> Stored data
'''

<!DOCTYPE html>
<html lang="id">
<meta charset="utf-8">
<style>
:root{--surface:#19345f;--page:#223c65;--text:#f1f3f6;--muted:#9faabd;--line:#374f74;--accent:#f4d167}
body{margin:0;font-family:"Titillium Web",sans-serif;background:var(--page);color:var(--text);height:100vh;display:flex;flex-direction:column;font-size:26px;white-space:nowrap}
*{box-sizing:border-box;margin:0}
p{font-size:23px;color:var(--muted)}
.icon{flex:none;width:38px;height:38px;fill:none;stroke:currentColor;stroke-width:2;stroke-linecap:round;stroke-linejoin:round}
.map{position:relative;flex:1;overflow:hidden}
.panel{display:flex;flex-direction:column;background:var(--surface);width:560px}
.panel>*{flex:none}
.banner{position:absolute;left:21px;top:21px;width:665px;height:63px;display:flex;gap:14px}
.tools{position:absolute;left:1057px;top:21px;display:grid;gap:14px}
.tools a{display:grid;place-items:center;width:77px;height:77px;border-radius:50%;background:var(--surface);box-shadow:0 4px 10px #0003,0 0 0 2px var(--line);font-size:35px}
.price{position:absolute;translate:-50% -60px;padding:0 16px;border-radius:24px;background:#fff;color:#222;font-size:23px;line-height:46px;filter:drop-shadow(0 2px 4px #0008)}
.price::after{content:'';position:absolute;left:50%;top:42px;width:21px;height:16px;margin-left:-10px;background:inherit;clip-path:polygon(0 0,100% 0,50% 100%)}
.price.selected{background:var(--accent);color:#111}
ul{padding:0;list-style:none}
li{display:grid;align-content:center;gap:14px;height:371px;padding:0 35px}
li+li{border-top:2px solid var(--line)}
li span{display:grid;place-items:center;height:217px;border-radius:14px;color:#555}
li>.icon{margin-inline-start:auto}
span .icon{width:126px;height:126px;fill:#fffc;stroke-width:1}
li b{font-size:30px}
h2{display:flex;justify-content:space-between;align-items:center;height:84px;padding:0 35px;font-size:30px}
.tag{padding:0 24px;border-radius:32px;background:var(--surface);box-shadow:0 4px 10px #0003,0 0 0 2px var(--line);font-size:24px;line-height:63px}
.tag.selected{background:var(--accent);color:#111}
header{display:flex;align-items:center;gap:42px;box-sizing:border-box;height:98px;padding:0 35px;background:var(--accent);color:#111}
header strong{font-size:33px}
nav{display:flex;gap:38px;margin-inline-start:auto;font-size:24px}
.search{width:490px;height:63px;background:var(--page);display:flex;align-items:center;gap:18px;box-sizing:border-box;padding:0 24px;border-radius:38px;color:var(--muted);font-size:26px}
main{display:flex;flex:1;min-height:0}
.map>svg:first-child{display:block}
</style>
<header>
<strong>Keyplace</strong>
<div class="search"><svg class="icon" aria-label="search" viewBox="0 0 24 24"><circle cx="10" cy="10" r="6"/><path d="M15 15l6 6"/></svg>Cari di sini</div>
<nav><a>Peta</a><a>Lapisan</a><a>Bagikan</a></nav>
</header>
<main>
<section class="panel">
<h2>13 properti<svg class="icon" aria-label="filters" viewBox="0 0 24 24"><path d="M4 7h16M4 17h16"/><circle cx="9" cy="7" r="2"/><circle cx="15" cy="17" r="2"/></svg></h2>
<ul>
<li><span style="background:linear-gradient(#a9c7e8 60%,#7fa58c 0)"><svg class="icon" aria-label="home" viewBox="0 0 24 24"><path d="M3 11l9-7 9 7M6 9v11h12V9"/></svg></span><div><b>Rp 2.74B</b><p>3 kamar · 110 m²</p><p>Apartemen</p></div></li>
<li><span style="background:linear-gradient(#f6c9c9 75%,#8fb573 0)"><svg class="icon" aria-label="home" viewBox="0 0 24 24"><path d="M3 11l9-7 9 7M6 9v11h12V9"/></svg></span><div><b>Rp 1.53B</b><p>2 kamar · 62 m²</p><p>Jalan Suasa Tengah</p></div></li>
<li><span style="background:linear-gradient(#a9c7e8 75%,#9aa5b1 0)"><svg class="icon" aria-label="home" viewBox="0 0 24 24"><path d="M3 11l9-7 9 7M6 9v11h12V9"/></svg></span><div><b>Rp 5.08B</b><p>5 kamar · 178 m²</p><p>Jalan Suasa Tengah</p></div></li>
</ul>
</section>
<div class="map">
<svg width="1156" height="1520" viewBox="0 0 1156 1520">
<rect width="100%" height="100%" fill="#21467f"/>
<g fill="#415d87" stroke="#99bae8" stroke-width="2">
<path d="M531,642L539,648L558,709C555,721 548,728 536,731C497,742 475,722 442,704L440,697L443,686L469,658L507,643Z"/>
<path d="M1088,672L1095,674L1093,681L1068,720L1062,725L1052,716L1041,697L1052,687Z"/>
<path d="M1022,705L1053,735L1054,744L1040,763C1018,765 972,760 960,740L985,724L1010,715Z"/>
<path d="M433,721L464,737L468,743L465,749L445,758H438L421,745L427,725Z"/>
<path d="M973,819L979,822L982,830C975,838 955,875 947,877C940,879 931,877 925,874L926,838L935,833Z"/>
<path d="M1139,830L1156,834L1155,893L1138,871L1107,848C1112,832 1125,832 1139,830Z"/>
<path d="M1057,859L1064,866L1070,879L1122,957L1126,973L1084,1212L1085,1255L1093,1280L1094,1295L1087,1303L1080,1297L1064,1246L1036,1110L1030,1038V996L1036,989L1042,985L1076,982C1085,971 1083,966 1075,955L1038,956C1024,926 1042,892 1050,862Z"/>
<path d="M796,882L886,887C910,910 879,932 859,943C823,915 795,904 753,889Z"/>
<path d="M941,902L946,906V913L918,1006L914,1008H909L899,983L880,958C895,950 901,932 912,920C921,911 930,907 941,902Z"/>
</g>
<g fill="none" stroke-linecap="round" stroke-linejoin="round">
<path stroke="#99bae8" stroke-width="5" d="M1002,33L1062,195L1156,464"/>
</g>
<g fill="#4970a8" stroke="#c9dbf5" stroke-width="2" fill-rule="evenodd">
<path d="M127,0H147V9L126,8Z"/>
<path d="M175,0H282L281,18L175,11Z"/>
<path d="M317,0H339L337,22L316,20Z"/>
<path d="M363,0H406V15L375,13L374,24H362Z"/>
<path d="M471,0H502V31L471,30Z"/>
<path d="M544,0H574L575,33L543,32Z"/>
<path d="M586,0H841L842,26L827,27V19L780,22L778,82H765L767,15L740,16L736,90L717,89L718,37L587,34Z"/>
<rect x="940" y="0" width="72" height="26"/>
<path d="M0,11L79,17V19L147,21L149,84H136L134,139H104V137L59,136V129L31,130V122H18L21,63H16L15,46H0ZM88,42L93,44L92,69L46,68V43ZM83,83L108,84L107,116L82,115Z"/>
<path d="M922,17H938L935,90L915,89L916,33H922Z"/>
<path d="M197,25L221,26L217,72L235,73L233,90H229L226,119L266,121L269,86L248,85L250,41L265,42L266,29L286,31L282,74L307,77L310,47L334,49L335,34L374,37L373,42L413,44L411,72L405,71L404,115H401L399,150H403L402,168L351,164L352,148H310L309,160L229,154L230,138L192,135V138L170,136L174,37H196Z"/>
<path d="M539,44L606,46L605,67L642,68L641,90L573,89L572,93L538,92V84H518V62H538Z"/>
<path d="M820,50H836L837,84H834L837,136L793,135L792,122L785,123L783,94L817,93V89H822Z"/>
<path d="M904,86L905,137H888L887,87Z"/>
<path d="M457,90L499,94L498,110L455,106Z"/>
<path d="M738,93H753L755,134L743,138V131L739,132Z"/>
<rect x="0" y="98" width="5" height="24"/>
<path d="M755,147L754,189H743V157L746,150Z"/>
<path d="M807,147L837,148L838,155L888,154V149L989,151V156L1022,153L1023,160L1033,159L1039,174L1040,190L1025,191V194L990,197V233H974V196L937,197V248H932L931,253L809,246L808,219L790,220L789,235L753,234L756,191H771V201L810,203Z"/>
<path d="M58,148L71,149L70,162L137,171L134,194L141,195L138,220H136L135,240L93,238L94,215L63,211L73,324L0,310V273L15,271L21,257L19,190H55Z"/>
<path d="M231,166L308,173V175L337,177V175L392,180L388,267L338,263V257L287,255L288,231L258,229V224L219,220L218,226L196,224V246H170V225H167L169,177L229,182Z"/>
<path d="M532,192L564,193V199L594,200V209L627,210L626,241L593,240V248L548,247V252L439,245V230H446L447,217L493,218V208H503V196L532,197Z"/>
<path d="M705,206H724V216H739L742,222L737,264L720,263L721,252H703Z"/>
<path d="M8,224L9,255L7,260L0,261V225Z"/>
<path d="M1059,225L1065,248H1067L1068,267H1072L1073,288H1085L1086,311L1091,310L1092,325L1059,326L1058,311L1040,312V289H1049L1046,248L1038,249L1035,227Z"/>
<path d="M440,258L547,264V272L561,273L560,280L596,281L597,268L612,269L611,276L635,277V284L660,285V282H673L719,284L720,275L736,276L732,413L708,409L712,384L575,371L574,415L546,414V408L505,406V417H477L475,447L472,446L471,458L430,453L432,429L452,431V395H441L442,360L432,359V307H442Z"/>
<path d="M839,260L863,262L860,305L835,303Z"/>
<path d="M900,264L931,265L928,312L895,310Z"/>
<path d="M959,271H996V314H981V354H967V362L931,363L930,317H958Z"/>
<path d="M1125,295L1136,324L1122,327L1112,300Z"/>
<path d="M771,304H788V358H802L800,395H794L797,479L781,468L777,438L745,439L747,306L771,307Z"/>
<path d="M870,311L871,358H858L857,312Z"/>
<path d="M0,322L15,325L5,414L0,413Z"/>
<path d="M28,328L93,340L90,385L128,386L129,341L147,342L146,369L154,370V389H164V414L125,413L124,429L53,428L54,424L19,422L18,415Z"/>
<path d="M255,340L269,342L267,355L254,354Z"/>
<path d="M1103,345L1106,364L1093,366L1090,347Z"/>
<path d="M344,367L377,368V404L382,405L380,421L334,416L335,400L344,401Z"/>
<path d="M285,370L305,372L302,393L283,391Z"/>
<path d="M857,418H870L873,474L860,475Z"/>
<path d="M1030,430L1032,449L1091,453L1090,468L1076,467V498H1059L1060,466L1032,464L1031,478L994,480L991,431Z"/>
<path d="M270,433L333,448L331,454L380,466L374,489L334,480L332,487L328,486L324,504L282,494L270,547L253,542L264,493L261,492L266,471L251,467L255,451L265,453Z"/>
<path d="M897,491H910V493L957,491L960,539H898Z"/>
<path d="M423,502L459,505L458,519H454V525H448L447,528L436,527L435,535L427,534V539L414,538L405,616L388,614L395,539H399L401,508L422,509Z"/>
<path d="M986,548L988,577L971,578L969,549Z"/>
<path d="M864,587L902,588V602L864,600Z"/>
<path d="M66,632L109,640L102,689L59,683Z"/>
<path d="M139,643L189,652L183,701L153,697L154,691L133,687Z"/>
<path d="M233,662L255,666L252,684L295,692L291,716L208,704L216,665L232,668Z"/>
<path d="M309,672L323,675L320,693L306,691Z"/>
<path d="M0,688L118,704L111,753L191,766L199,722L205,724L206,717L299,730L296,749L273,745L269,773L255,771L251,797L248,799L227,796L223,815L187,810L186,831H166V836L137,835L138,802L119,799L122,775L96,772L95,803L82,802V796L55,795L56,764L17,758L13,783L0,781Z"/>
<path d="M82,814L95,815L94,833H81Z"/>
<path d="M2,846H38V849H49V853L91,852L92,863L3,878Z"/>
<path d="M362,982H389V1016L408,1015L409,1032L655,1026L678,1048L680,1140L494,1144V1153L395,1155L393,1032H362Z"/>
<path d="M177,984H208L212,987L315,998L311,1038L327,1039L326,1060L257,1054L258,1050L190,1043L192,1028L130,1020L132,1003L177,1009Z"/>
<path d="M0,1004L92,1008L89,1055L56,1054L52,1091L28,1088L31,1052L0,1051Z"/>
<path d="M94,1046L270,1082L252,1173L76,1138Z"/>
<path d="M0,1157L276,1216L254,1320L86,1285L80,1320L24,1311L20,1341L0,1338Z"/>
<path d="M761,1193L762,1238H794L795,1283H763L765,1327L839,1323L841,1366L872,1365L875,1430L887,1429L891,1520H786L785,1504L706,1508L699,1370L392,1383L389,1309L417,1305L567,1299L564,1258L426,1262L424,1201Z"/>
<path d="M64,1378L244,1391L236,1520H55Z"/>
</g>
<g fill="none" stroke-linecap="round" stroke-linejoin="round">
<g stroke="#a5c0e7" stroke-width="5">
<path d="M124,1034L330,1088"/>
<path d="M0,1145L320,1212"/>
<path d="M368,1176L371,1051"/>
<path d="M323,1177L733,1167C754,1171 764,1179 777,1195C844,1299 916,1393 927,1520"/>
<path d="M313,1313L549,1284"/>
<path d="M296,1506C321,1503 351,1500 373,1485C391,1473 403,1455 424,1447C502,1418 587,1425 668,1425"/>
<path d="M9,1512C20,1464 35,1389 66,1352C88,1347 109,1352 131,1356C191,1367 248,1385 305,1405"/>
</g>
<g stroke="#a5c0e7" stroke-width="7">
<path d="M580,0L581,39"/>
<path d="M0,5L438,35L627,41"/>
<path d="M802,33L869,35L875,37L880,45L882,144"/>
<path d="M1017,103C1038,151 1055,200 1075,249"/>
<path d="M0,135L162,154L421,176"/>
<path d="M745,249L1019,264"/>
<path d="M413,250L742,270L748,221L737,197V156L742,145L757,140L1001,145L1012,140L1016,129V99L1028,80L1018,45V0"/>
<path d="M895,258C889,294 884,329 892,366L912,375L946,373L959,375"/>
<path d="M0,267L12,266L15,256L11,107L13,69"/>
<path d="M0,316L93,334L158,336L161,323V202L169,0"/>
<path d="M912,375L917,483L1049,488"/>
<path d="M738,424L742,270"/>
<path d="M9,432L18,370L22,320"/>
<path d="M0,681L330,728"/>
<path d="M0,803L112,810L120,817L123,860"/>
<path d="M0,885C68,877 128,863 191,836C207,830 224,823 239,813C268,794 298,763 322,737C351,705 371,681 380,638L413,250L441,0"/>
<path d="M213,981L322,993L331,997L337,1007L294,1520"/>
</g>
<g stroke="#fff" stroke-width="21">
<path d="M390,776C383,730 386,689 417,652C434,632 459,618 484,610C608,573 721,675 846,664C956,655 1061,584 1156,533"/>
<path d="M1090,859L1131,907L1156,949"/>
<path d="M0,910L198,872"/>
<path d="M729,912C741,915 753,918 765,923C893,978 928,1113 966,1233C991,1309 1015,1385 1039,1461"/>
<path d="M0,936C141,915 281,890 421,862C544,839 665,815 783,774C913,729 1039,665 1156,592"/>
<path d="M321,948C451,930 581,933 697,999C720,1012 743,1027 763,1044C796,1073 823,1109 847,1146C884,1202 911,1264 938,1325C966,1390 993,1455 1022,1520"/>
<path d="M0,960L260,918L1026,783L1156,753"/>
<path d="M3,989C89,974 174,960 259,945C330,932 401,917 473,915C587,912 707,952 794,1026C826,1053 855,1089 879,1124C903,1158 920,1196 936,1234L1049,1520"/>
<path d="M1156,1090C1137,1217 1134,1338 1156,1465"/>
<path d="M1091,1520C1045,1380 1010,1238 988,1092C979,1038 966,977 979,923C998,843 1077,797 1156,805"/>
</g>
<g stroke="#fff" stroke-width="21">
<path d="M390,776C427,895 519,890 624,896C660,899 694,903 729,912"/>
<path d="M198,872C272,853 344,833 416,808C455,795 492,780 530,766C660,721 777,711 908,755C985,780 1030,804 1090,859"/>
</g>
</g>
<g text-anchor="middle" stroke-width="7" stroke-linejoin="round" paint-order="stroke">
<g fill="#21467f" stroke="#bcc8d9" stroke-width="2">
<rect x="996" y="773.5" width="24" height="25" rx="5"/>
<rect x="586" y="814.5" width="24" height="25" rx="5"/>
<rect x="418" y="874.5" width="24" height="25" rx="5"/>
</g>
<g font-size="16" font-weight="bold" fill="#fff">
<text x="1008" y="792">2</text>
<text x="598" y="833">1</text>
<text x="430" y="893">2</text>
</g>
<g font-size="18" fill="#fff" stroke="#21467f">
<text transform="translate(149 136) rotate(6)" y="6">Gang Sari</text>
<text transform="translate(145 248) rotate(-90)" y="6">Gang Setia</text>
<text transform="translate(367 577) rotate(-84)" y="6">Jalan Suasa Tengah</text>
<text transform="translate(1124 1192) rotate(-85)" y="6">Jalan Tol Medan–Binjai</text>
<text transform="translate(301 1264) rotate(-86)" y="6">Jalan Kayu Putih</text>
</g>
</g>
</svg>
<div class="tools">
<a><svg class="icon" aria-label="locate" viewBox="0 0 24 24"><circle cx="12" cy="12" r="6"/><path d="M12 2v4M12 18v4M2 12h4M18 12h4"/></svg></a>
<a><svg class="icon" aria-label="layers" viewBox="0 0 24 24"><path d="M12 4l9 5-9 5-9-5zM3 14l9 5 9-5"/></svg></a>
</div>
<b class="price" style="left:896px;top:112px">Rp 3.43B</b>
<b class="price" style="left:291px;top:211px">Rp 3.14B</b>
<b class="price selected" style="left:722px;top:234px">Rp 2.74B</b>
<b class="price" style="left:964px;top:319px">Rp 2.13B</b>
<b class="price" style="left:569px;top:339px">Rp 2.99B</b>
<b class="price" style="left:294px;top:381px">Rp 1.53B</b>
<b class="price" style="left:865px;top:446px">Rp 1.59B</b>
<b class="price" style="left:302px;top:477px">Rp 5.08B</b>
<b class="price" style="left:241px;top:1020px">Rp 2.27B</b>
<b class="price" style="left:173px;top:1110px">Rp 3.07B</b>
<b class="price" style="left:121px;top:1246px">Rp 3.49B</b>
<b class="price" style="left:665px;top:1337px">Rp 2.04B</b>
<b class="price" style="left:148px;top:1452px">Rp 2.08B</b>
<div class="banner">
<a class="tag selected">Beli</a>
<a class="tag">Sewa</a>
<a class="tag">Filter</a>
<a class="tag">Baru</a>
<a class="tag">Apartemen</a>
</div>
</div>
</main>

'''

> How to complete this task
Determine the number of lines in the data above that hold "none", and reply with that number alone.

> Result of the task
5